DESCRIPTION OF THE TASK:
Read the data, and whenever a line holds the word "this", report that line.

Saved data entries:
+++

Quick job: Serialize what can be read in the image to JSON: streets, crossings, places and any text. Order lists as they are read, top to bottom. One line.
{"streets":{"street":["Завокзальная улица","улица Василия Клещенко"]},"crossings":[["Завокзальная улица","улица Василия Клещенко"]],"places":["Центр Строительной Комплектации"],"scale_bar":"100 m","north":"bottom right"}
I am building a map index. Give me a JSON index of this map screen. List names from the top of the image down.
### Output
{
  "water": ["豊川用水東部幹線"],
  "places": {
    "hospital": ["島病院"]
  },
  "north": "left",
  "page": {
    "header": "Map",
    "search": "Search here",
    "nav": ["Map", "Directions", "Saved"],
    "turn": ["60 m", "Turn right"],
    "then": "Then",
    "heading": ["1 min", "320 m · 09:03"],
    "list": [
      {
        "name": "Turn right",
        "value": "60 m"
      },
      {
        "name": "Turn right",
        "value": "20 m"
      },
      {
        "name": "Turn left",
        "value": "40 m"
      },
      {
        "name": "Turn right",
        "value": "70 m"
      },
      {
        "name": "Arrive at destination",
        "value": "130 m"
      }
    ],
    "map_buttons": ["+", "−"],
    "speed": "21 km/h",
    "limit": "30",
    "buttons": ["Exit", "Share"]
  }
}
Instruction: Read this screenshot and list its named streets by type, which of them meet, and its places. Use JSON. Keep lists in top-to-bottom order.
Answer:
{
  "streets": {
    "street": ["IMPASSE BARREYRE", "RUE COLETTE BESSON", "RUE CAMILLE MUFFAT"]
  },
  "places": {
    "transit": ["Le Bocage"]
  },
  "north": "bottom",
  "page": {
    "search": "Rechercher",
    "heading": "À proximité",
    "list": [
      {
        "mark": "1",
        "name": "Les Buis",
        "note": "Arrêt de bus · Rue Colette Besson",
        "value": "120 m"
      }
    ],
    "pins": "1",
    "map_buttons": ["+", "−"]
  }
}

+++

ANSWER FOR THE TASK:
I am building a map index. Give me a JSON index of this map screen. List names from the top of the image down.
Instruction: Read this screenshot and list its named streets by type, which of them meet, and its places. Use JSON. Keep lists in top-to-bottom order.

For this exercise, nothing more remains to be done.